Maybe I should part it out and sell the internals with a whole bunch of other various PC parts in a lot auction then toss the case. That worked great in the past. Spare parts are better than nothing and they’re easier to ship out than a whole computer.

Just don't be "that guy" and separate the motherboard from the riser board with the slots, because the chances of a complete working product from ever happening again are pretty close to nil.
 
Nope, it's just the tower.

In my opinion, you don't need the Recovery discs to get it working. I've installed Win95 on it before and all I needed was a driver for the non-original sound card I put in it. Everything else worked with the drivers from the Win95 CD.

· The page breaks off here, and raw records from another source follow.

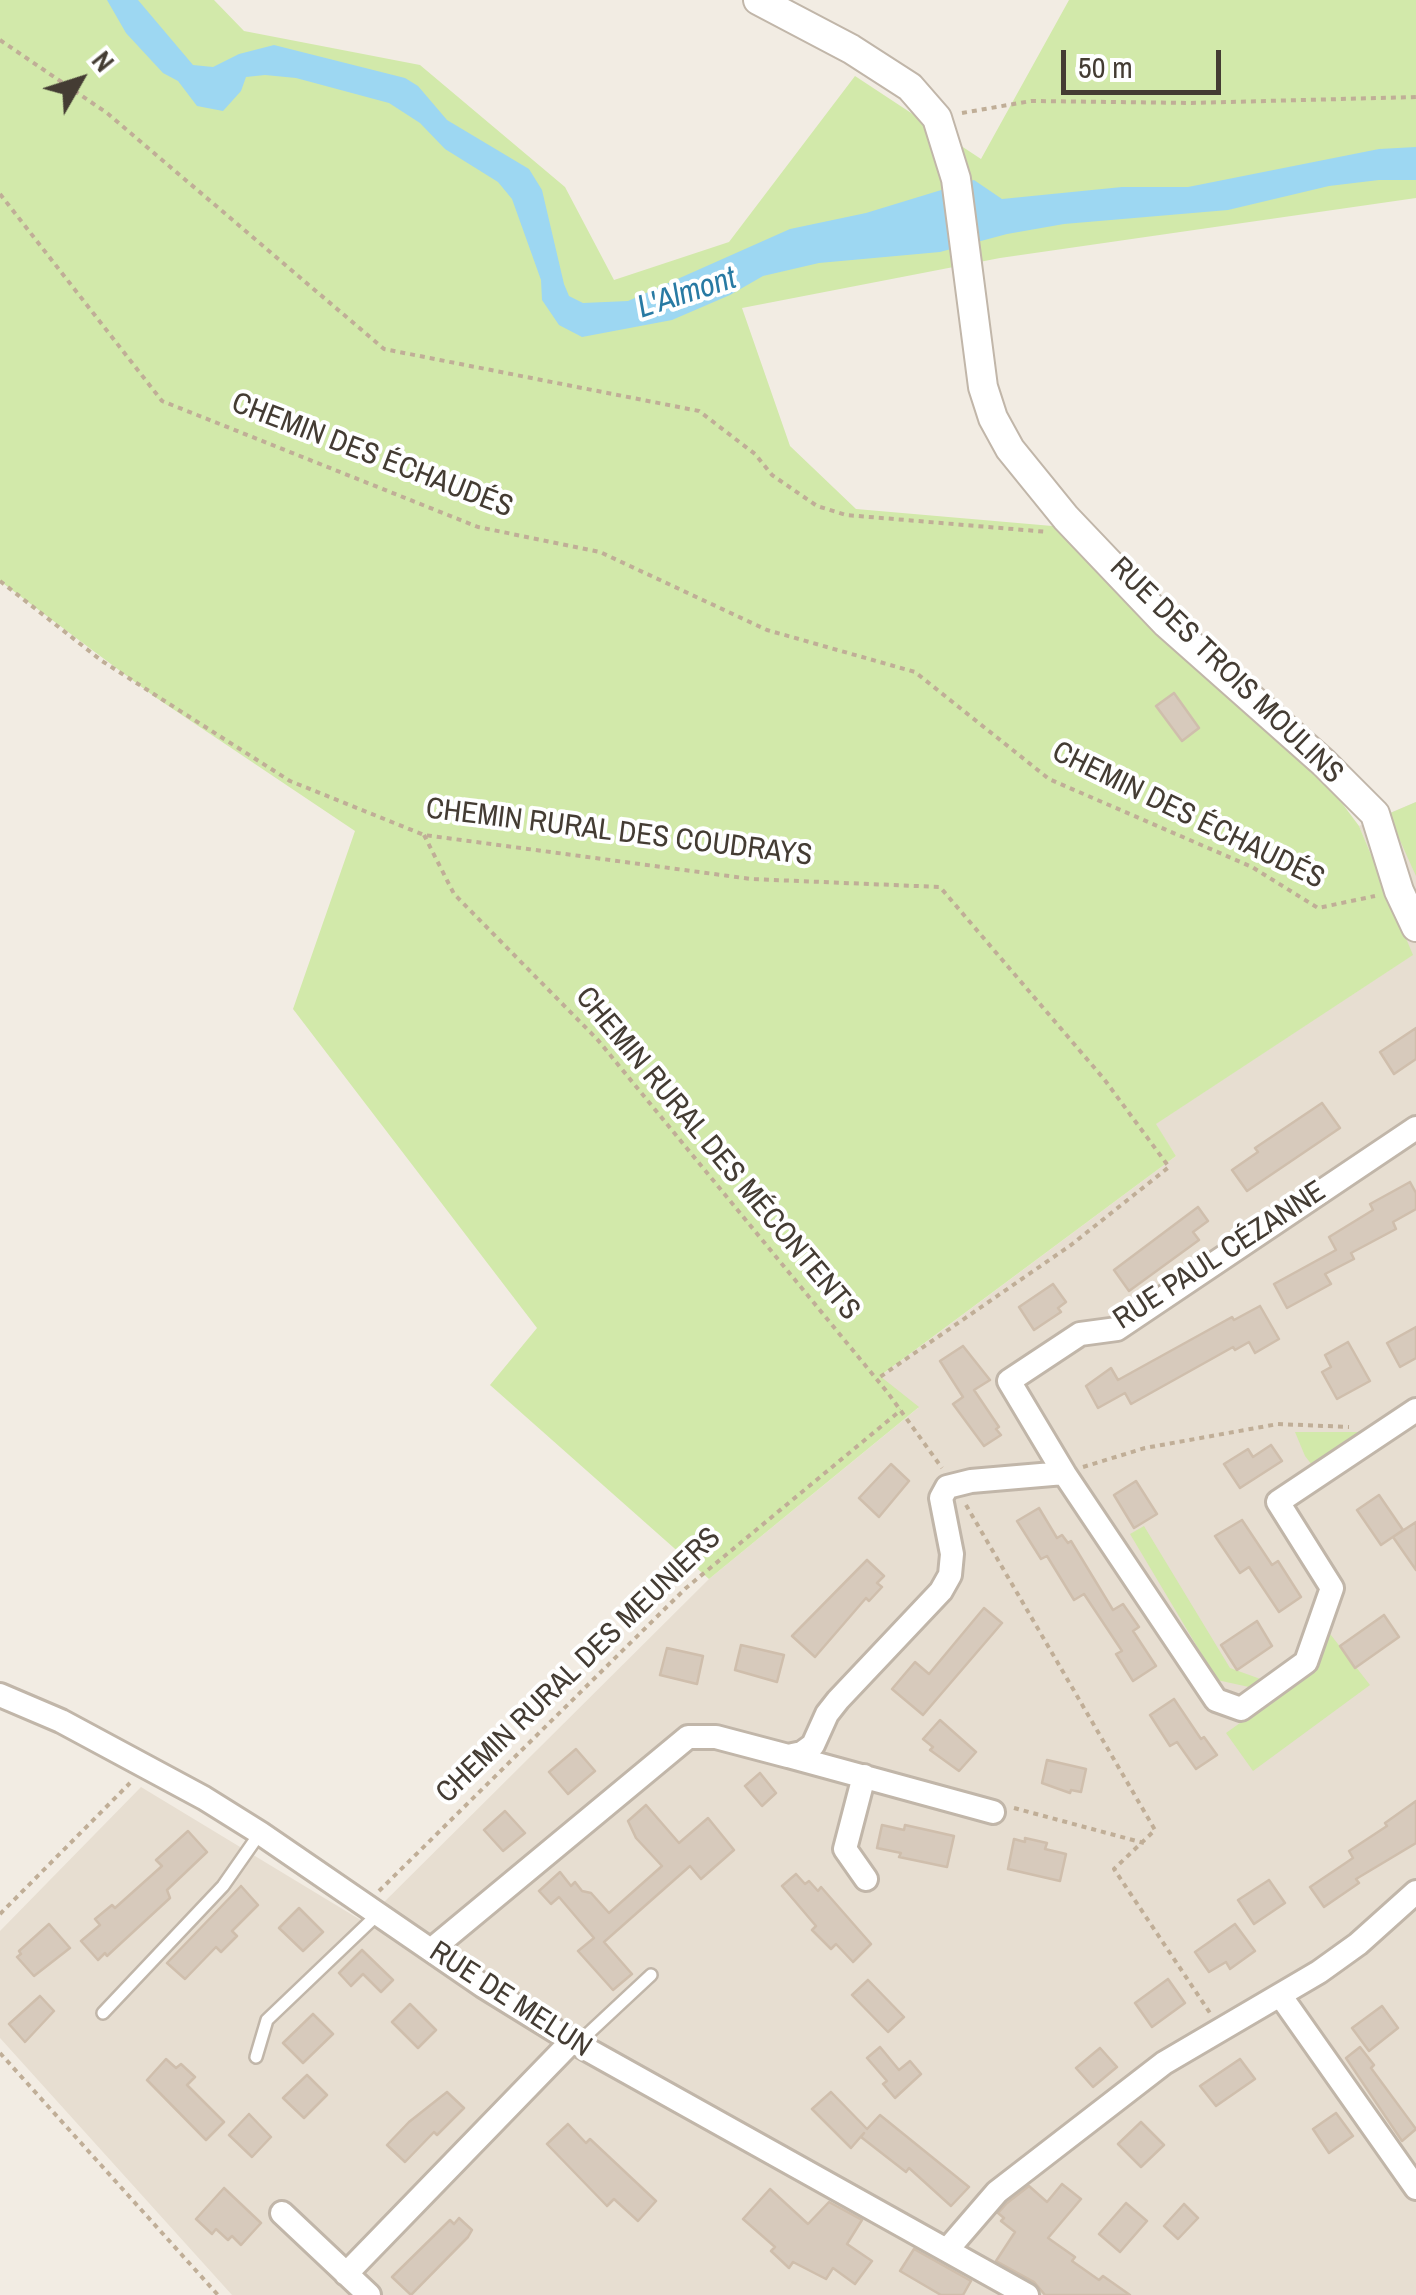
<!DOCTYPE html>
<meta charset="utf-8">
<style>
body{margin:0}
#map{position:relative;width:1416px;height:2295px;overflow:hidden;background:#f2ece3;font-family:"Archivo Narrow",sans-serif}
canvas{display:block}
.north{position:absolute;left:30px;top:30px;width:100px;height:100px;-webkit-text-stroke:8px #fff;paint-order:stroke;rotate:51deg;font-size:28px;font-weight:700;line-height:40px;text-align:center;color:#443c33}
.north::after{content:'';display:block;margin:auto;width:35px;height:45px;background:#443c33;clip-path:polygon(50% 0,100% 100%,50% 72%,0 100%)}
.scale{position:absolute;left:1061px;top:50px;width:160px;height:45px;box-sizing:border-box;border:5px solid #443c33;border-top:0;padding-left:12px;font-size:30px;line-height:35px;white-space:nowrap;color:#443c33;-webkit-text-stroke:8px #fff;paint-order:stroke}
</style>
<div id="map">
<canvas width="1416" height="2295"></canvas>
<div class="north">N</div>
<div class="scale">50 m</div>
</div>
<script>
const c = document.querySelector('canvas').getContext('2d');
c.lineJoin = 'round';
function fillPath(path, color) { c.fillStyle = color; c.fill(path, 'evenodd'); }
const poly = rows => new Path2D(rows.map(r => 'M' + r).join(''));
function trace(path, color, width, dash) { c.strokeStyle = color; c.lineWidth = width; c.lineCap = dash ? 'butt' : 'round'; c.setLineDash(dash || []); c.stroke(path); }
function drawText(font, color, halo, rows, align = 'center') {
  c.font = font + ' "Archivo Narrow",sans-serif'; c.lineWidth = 8; c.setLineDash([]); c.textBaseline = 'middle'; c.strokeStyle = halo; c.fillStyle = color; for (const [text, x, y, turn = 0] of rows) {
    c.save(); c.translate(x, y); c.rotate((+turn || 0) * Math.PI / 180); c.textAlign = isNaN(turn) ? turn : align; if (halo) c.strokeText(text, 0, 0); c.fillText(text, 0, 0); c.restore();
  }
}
const residential = poly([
 [1416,802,1416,2295,232,2295,0,2038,0,1931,141,1787,364,1922,709,1579,918,1408,879,1377,1176,1156,1155,1124,1412,955,1359,826]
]);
const green = poly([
 [0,0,214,0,244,31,420,65,565,187,614,280,729,242,855,76,981,159,1069,0,1416,0,1416,198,1000,258,742,308,790,446,856,509,1087,529,1269,705,1359,826,1413,955,1156,1124,1176,1156,880,1376,919,1407,709,1579,490,1385,537,1328,293,1009,355,831,155,697,0,581],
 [1416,802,1416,876,1388,814],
 [1295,1432,1368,1432,1316,1470,1305,1456],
 [1144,1526,1230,1668,1266,1681,1258,1689,1217,1680,1130,1534],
 [1327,1630,1370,1685,1253,1771,1226,1733,1310,1673]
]);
const water = poly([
 [107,0,138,0,193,65,213,67,239,54,274,45,405,78,418,86,447,120,529,169,542,190,564,284,569,296,583,303,628,301,790,229,866,213,974,180,1002,199,1122,187,1188,187,1379,149,1416,147,1416,180,1379,180,1329,186,1228,210,1064,224,1007,234,940,252,819,263,763,276,730,295,672,320,582,337,559,325,542,300,541,280,512,199,498,182,445,149,420,123,389,103,296,78,265,75,246,77,241,91,223,111,197,106,178,81,163,73,126,33]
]);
const building = poly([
 [1174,693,1199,728,1182,741,1156,706,1174,693],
 [1416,1028,1416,1059,1394,1074,1380,1052,1416,1028],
 [1322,1103,1340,1128,1247,1191,1232,1170,1258,1152,1255,1148,1322,1103],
 [1410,1182,1416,1193,1416,1209,1393,1222,1396,1229,1351,1253,1354,1259,1325,1274,1331,1284,1287,1308,1274,1284,1336,1250,1329,1237,1373,1210,1370,1204,1410,1182],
 [1198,1207,1208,1221,1193,1232,1199,1240,1129,1291,1114,1270,1198,1207],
 [1053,1284,1066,1302,1058,1308,1061,1312,1034,1330,1019,1307,1053,1284],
 [1260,1306,1279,1339,1255,1353,1249,1342,1235,1350,1233,1347,1131,1404,1125,1393,1098,1408,1086,1386,1111,1368,1118,1380,1232,1317,1234,1320,1260,1306],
 [1416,1327,1416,1358,1400,1367,1387,1343,1416,1327],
 [1348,1342,1370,1381,1337,1399,1322,1372,1331,1367,1325,1355,1348,1342],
 [963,1346,990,1380,974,1390,999,1427,996,1429,1001,1435,984,1446,953,1404,963,1397,940,1361,963,1346],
 [1271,1445,1282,1461,1240,1488,1224,1464,1248,1449,1253,1457,1271,1445],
 [891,1464,909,1481,879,1517,859,1498,891,1464],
 [1136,1481,1157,1514,1134,1528,1114,1495,1136,1481],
 [1379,1495,1403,1530,1381,1545,1357,1510,1379,1495],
 [1039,1508,1057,1538,1062,1535,1068,1543,1071,1541,1113,1610,1123,1604,1139,1627,1133,1631,1156,1666,1133,1681,1116,1654,1122,1651,1084,1594,1074,1600,1047,1556,1041,1559,1017,1521,1039,1508],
 [1242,1520,1272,1565,1278,1561,1301,1597,1279,1612,1249,1567,1240,1573,1215,1536,1242,1520],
 [1416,1522,1416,1570,1393,1537,1416,1522],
 [867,1560,884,1576,877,1583,882,1587,869,1601,866,1598,815,1657,792,1636,867,1560],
 [984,1608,1002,1623,923,1715,892,1689,915,1662,929,1674,984,1608],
 [1384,1615,1399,1637,1355,1668,1340,1646,1384,1615],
 [1257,1621,1272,1646,1237,1670,1221,1645,1257,1621],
 [741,1645,784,1655,777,1682,735,1670,741,1645],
 [667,1648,703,1656,697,1684,660,1675,667,1648],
 [1174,1699,1201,1739,1204,1737,1217,1755,1196,1769,1177,1742,1170,1746,1150,1715,1174,1699],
 [940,1720,976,1752,959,1771,930,1750,933,1747,923,1739,940,1720],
 [576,1749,595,1771,568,1794,549,1772,576,1749],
 [1047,1760,1086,1769,1081,1792,1071,1790,1070,1793,1042,1783,1047,1760],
 [760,1773,776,1793,762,1806,745,1786,760,1773],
 [1416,1801,1416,1843,1356,1879,1359,1883,1324,1907,1310,1887,1353,1858,1349,1851,1387,1826,1385,1823,1416,1801],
 [646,1805,679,1843,708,1818,734,1850,701,1879,690,1866,604,1942,632,1974,613,1990,578,1951,594,1938,559,1897,551,1904,539,1891,560,1872,571,1886,575,1882,582,1891,591,1893,609,1913,662,1866,636,1838,628,1821,646,1805],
 [505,1811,525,1833,503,1851,484,1830,505,1811],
 [882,1825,904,1830,905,1825,954,1836,947,1867,899,1857,901,1853,877,1848,882,1825],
 [188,1831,207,1852,167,1890,170,1898,107,1956,105,1953,98,1960,81,1941,100,1925,95,1919,112,1905,115,1908,162,1866,156,1860,188,1831],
 [1025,1838,1047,1843,1045,1849,1066,1854,1060,1881,1008,1869,1014,1839,1025,1842,1025,1838],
 [796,1874,805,1884,809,1881,818,1891,821,1887,871,1944,853,1962,836,1944,831,1949,812,1930,816,1926,782,1886,796,1874],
 [1269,1880,1285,1903,1254,1924,1238,1900,1269,1880],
 [241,1886,258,1905,232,1931,237,1936,221,1952,216,1947,185,1979,167,1963,241,1886],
 [299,1908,323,1932,303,1951,279,1928,299,1908],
 [49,1924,70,1948,34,1976,17,1957,21,1954,19,1951,49,1924],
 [1235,1924,1255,1951,1230,1969,1226,1962,1209,1972,1195,1952,1235,1924],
 [362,1950,393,1980,381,1992,363,1974,351,1986,339,1973,362,1950],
 [1168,1979,1185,2003,1152,2027,1135,2003,1168,1979],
 [868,1980,904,2017,888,2032,852,1995,868,1980],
 [40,1996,54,2011,25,2042,9,2024,40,1996],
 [410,2004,436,2030,418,2048,392,2022,410,2004],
 [1382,2006,1398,2028,1369,2051,1352,2028,1382,2006],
 [313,2014,333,2034,303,2063,283,2043,313,2014],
 [880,2047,899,2070,910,2061,921,2074,895,2098,883,2084,887,2081,867,2058,880,2047],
 [1360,2047,1374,2065,1371,2068,1416,2129,1402,2141,1346,2058,1360,2047],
 [1100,2048,1117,2067,1093,2087,1076,2068,1100,2048],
 [166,2059,176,2068,181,2064,195,2077,187,2085,224,2122,206,2140,147,2080,166,2059],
 [1240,2059,1255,2079,1216,2106,1200,2086,1240,2059],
 [307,2075,327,2095,304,2118,283,2098,307,2075],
 [447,2092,464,2108,437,2135,434,2132,405,2162,387,2145,409,2122,447,2092],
 [831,2092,867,2129,880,2115,969,2187,951,2206,909,2168,906,2172,861,2137,864,2133,851,2148,812,2109,831,2092],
 [1336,2113,1353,2136,1329,2153,1313,2129,1336,2113],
 [249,2114,271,2137,252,2157,229,2135,249,2114],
 [1141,2122,1164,2145,1141,2167,1118,2144,1141,2122],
 [568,2124,586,2143,590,2139,656,2201,638,2221,614,2199,607,2206,547,2144,568,2124],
 [1062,2184,1081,2199,1048,2238,1075,2257,1072,2261,1099,2280,1103,2276,1130,2295,1045,2295,1034,2282,996,2261,1015,2232,1001,2221,1004,2218,998,2213,1007,2203,1029,2186,1047,2202,1062,2184],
 [224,2188,261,2223,241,2245,232,2236,228,2240,216,2229,212,2234,196,2219,224,2188],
 [770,2189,808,2224,829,2202,862,2220,847,2244,872,2261,855,2284,833,2268,826,2279,793,2262,789,2268,771,2251,775,2247,743,2219,770,2189],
 [1126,2203,1147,2221,1120,2252,1099,2234,1126,2203],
 [1184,2204,1198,2218,1178,2239,1164,2226,1184,2204],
 [459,2218,472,2230,468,2237,411,2295,392,2277,450,2220,454,2224,459,2218],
 [914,2249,971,2281,963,2295,941,2295,900,2271,914,2249]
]);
const path = poly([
 [0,40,107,113,384,349,699,411,755,454,772,475,817,506,846,515,1048,532],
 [962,113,1031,101,1191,103,1416,97],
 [0,194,162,401,478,527,600,552,767,630,915,672,1049,779,1252,867,1318,908,1375,896],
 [0,581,102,661,290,781,424,835,751,879,940,887,1104,1079,1169,1167,1071,1245,877,1379],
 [424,835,454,894,597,1039,888,1393,942,1468],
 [1083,1467,1145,1448,1278,1424,1349,1427],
 [966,1505,1155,1830,1114,1869,1210,2013],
 [1014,1808,1144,1843],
 [379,1891,686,1588,901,1410],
 [0,1914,130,1783],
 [0,2053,218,2295]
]);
const service = poly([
 [103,2013,223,1886,260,1833],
 [577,2044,651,1975],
 [256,2057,267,2020,378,1914]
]);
const minor = poly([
 [1416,1128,1117,1329,1080,1334,1009,1381,1064,1473,1216,1700,1241,1709,1306,1662,1332,1588,1278,1502,1416,1410],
 [0,1695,61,1721,204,1798,260,1833,483,1986,572,2041,1027,2295],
 [788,1756,993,1812],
 [864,1776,845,1849,866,1879],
 [431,1950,688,1737,716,1737,788,1756,802,1753,813,1745,827,1714,838,1700,941,1591,950,1575,952,1554,941,1498,947,1487,971,1481,1064,1473],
 [1280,1995,1416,2188],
 [282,2213,369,2295],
 [947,2250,997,2192,1164,2063,1319,1972,1358,1944,1416,1892],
 [346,2274,572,2041]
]);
const tertiary = poly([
 [758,0,851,49,910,87,937,118,956,179,983,387,993,418,1010,449,1066,518,1166,623,1324,763,1375,814,1399,891,1416,927]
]);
const streetNames = [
 ["CHEMIN DES ÉCHAUDÉS",372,456,21],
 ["RUE DES TROIS MOULINS",1226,671,44],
 ["CHEMIN DES ÉCHAUDÉS",1188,816,26],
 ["CHEMIN RURAL DES COUDRAYS",619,833,7],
 ["CHEMIN RURAL DES MÉCONTENTS",717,1154,50],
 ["RUE PAUL CÉZANNE",1220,1256,-33],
 ["CHEMIN RURAL DES MEUNIERS",579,1666,-44],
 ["RUE DE MELUN",510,2000,33]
];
const waterNames = [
 ["L'Almont",687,294,-18]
];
fillPath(residential, '#e7ded1');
fillPath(green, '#d2e9aa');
fillPath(water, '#9dd7f2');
fillPath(building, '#d7cabc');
trace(building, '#cfbeac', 2.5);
trace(service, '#c1b6a9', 16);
trace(minor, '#c1b6a9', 28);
trace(tertiary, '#c1b6a9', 32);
trace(path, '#c0ae97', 4, [5, 5]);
trace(service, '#fff', 11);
trace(minor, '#fff', 22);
trace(tertiary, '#fff', 28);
drawText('30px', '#443c33', '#fff', streetNames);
drawText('italic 32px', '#287aa3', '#fff', waterNames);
</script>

One of the things besides the Frog Design case that made a Packard Bell unique was the stuff that came with the Recovery CD. FastMedia, Navigator, The bundled software. You can get away with making it just a Windows 9x machine but you're missing out.
 
One of the things besides the Frog Design case that made a Packard Bell unique was the stuff that came with the Recovery CD. FastMedia, Navigator, The bundled software. You can get away with making it just a Windows 9x machine but you're missing out.

Someday when I get my hands on a Packard Bell 486, I ought to check this out.
 
What is so special about the 486 models?

I don't know, I've never had any, but I've always liked 486 systems better. Never liked Pentium systems that much. Pentiums are misfits. They're too fast for speed sensitive DOS games and too slow for many Win9x games. Also turbo does not work the way it did on a 486 or it won't work at all.

Now a 486 is fun, you can change the cpu speed with a touch of a button, DOS games of the era that run on it are awesome, and the hardware in general is more interesting.
 
If you decide to part it out, I'd be interested in the motherboard possibly. Depends on whether they fit the mini tower PBs.
 
You know, that looks like the very first computer I used. makes me feel kinda nostalgic, though i recall my dad's old pac bel looking a lot chunkier.